World War 3
by xxkunoichi159xx
Summary: World War 3 has begun! This is a GERJAP fan fiction. There might be some USUK, FrUK, and Russia/China later, but that is still undecided. Also, there's a little Alfred hate, but it's just because he started the war DX
1. Chapter 1

World War Three.

It is not far from the end of the world as we know it.

Innocents have been and will be murdered. Their blood will wash our hands in crimson.

But for a dying nation, such as myself, there will be no chance to fix this. There will be no chance to help rebuild what was once something beautiful. Our period of peace could only last so long and was soon replaced by this. Another war between countries that want to prove themselves strong.

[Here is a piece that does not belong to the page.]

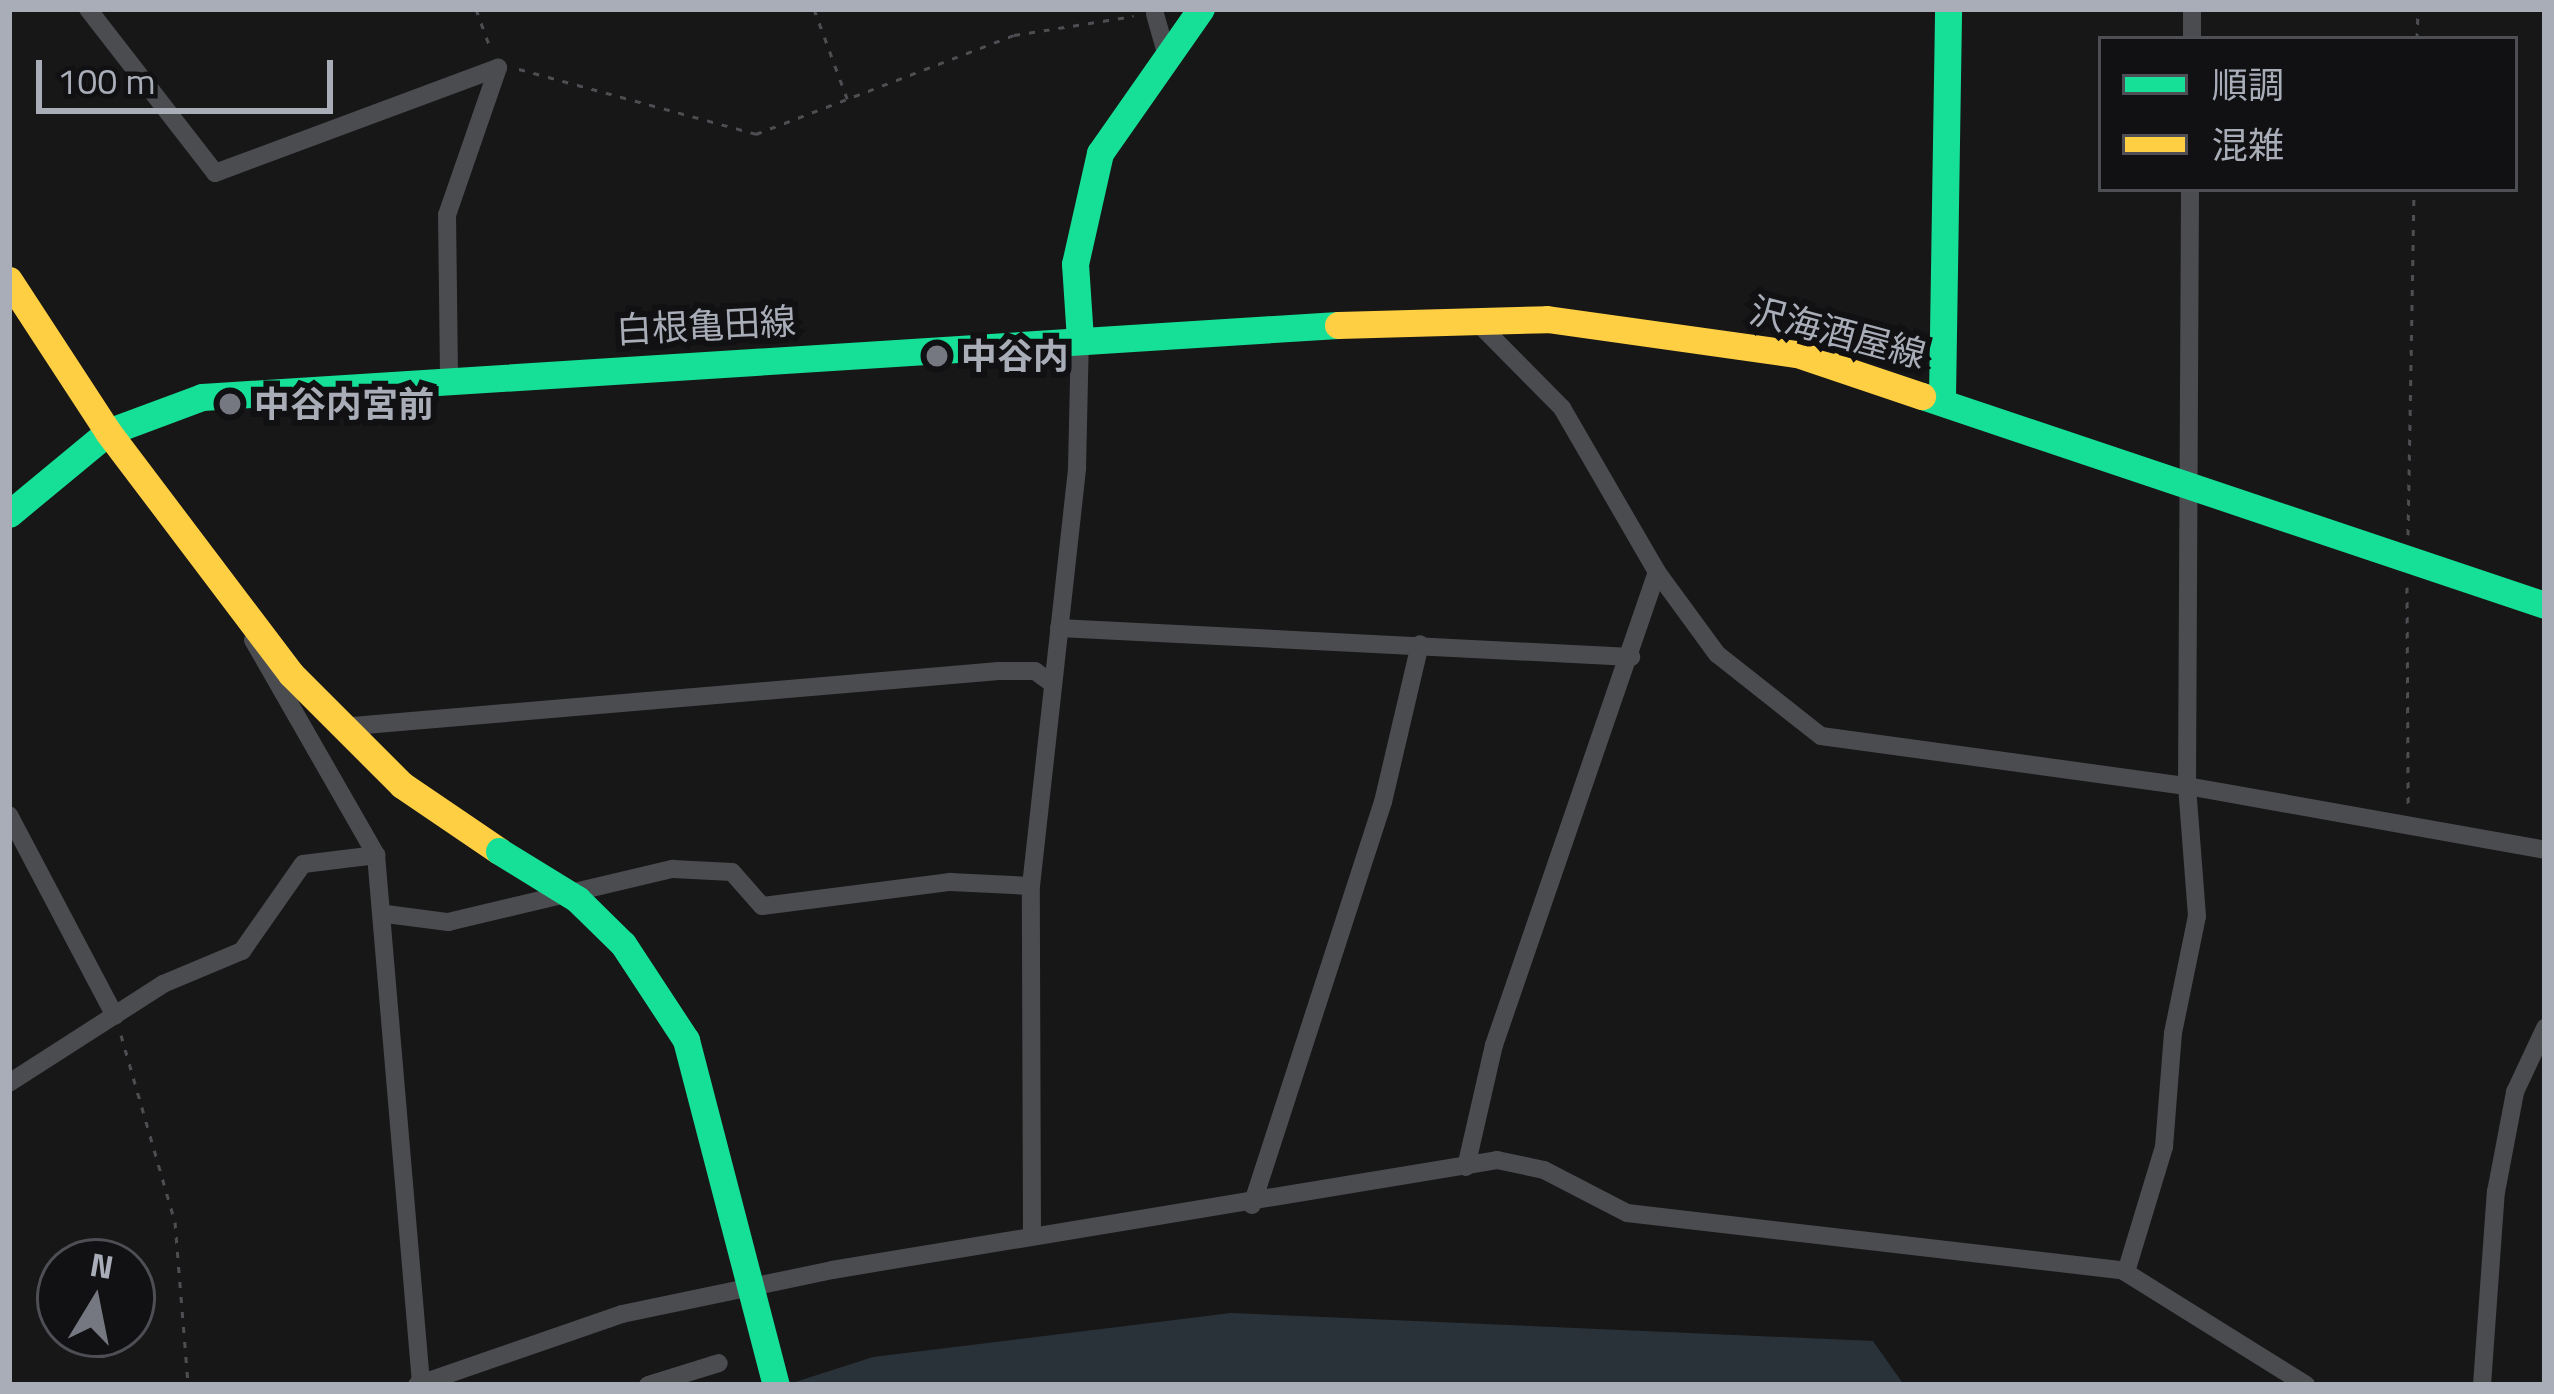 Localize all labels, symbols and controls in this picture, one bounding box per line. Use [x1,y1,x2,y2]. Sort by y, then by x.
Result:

Betrayal. Pain. Broken Promises and Shattered Dreams. All things to be associated with this tragedy which we have thrown ourselves into.

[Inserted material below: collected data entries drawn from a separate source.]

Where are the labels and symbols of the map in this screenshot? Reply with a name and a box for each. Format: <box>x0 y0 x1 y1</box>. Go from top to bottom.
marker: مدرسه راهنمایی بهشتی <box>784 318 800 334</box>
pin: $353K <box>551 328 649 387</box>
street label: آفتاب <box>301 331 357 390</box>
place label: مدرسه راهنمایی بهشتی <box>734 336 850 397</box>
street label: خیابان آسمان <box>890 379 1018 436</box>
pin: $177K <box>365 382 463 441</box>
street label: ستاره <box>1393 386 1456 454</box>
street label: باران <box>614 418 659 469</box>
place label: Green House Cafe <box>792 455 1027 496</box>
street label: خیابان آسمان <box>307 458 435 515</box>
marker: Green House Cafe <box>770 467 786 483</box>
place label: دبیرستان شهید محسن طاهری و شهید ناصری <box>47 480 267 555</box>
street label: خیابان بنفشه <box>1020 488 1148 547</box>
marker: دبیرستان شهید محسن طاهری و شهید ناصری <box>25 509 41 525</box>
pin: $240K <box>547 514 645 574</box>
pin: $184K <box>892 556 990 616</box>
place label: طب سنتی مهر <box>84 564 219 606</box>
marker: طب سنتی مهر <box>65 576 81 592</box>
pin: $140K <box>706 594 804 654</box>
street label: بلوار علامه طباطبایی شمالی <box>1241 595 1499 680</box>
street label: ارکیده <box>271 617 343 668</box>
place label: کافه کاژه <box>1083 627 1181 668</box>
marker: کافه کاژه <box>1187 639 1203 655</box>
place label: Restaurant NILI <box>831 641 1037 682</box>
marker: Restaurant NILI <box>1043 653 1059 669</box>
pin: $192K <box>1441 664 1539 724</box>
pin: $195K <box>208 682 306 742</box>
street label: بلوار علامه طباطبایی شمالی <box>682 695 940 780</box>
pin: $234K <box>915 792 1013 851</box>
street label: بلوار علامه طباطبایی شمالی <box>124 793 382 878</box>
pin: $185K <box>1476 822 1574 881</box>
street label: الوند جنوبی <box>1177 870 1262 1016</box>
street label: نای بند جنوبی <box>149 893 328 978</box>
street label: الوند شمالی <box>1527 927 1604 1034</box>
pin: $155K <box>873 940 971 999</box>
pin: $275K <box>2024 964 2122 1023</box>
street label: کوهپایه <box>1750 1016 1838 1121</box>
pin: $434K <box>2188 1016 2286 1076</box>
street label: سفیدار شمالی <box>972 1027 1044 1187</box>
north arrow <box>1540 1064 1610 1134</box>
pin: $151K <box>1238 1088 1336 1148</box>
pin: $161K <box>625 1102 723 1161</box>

Who are we to call ourselves heroes when we do things like this?

Who are we to call ourselves countries when we hurt our own people for such selfish reasons?

Who are we to exist in such a manner?

We are powerful beings, able to manipulate the Earth in ways that most would consider almost God like. But we are not Gods. We are men and women, cursed and damned with too much power. Our animal nature can only be suppressed for so long before we find the need to dominate, attempting to make others bow before us as servants, beckoning to our will.

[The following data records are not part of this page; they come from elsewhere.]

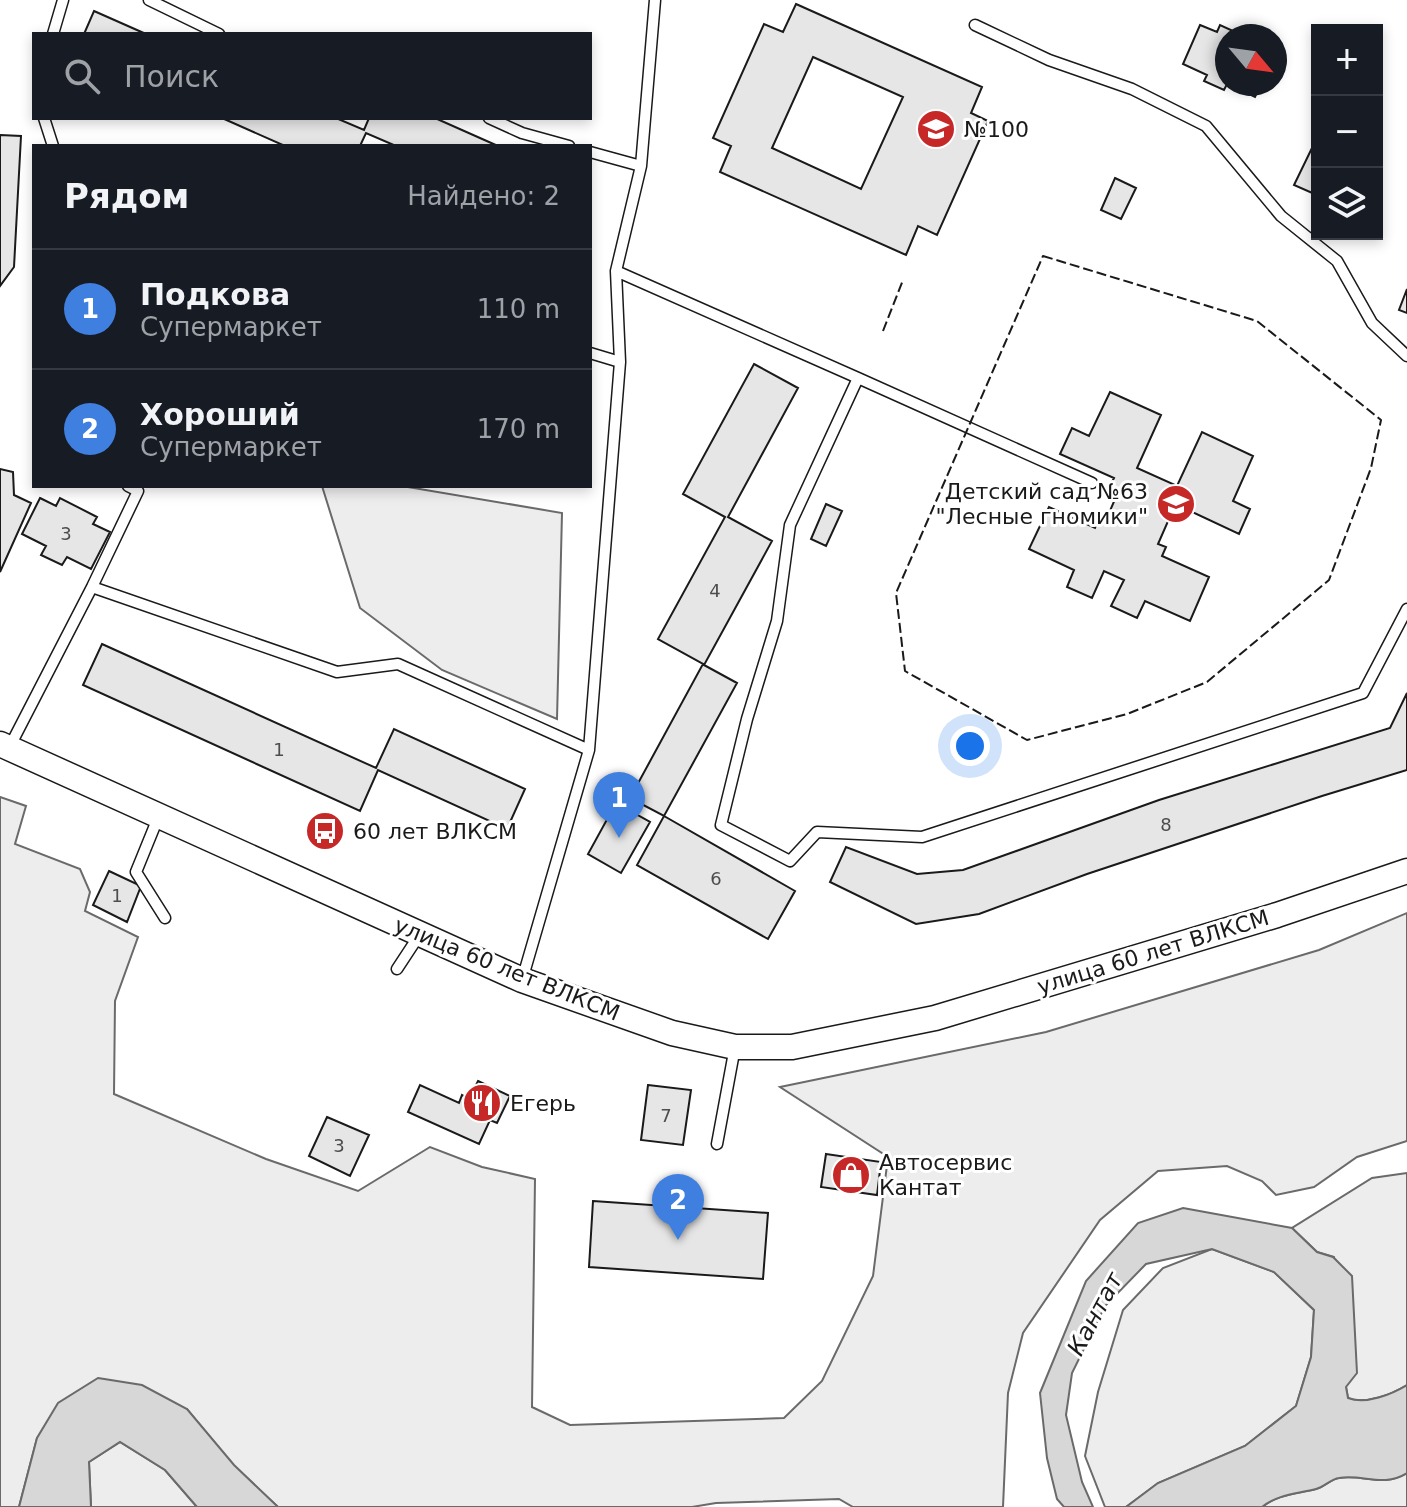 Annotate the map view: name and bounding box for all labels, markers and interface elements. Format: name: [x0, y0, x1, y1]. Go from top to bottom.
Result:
north arrow: [1215, 24, 1287, 96]
map controls: [1311, 24, 1383, 240]
button: +: [1311, 24, 1383, 96]
search box: [32, 32, 592, 120]
icon: search: [60, 54, 104, 98]
text: Поиск: [124, 59, 219, 94]
button: −: [1311, 96, 1383, 168]
school or university icon: №100: [915, 108, 957, 150]
place label: №100: [964, 117, 1029, 142]
button: layers: [1311, 168, 1383, 240]
text: Рядом: [64, 176, 189, 216]
text: Найдено: 2: [407, 181, 560, 211]
text: Подкова: [140, 277, 290, 312]
text: 1: [81, 294, 99, 324]
text: 110 m: [477, 294, 560, 324]
text: Супермаркет: [140, 312, 322, 342]
text: Хороший: [140, 397, 300, 432]
text: 2: [81, 414, 99, 444]
text: 170 m: [477, 414, 560, 444]
text: Супермаркет: [140, 432, 322, 462]
place label: Детский сад №63 "Лесные гномики": [935, 479, 1148, 529]
school or university icon: Детский сад №63 "Лесные гномики": [1155, 483, 1197, 525]
house number: 3: [60, 523, 72, 544]
house number: 4: [709, 580, 721, 601]
your location: [950, 726, 990, 766]
house number: 1: [273, 739, 285, 760]
pin: 1: [593, 772, 645, 838]
bus stop icon: 60 лет ВЛКСМ: [304, 810, 346, 852]
house number: 8: [1160, 814, 1172, 835]
place label: 60 лет ВЛКСМ: [353, 819, 517, 844]
house number: 6: [710, 868, 722, 889]
house number: 1: [111, 885, 123, 906]
street label: улица 60 лет ВЛКСМ: [1034, 905, 1272, 999]
street label: улица 60 лет ВЛКСМ: [391, 912, 623, 1026]
restaurant icon: Егерь: [461, 1082, 503, 1124]
place label: Егерь: [510, 1091, 576, 1116]
house number: 7: [660, 1105, 672, 1126]
house number: 3: [333, 1135, 345, 1156]
place label: Автосервис Кантат: [879, 1150, 1012, 1200]
shop icon: Автосервис Кантат: [830, 1154, 872, 1196]
pin: 2: [652, 1174, 704, 1240]
water label: Кантат: [1061, 1267, 1129, 1360]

These things lead to fights, arguments mostly at first. You can see it, hear it, during world meetings. Then these fights lead to battles. Battles lead to wars. And sometimes these wars can lead to the process of choosing sides.

In this war, sides have been changed so many times and so rapidly that most of us have ended up fighting our allies, making this almost every country for himself at times.

As for the 8 of us whom made up a majority of the Axis Powers and Allied Forces, we are fighting against some of our former partners. The Italian has switched sides, joining America and England and France. Russia and China have created their own alliance, a failed attempt at being neutral. Germany and myself, Japan, have stayed together. And this is how it is.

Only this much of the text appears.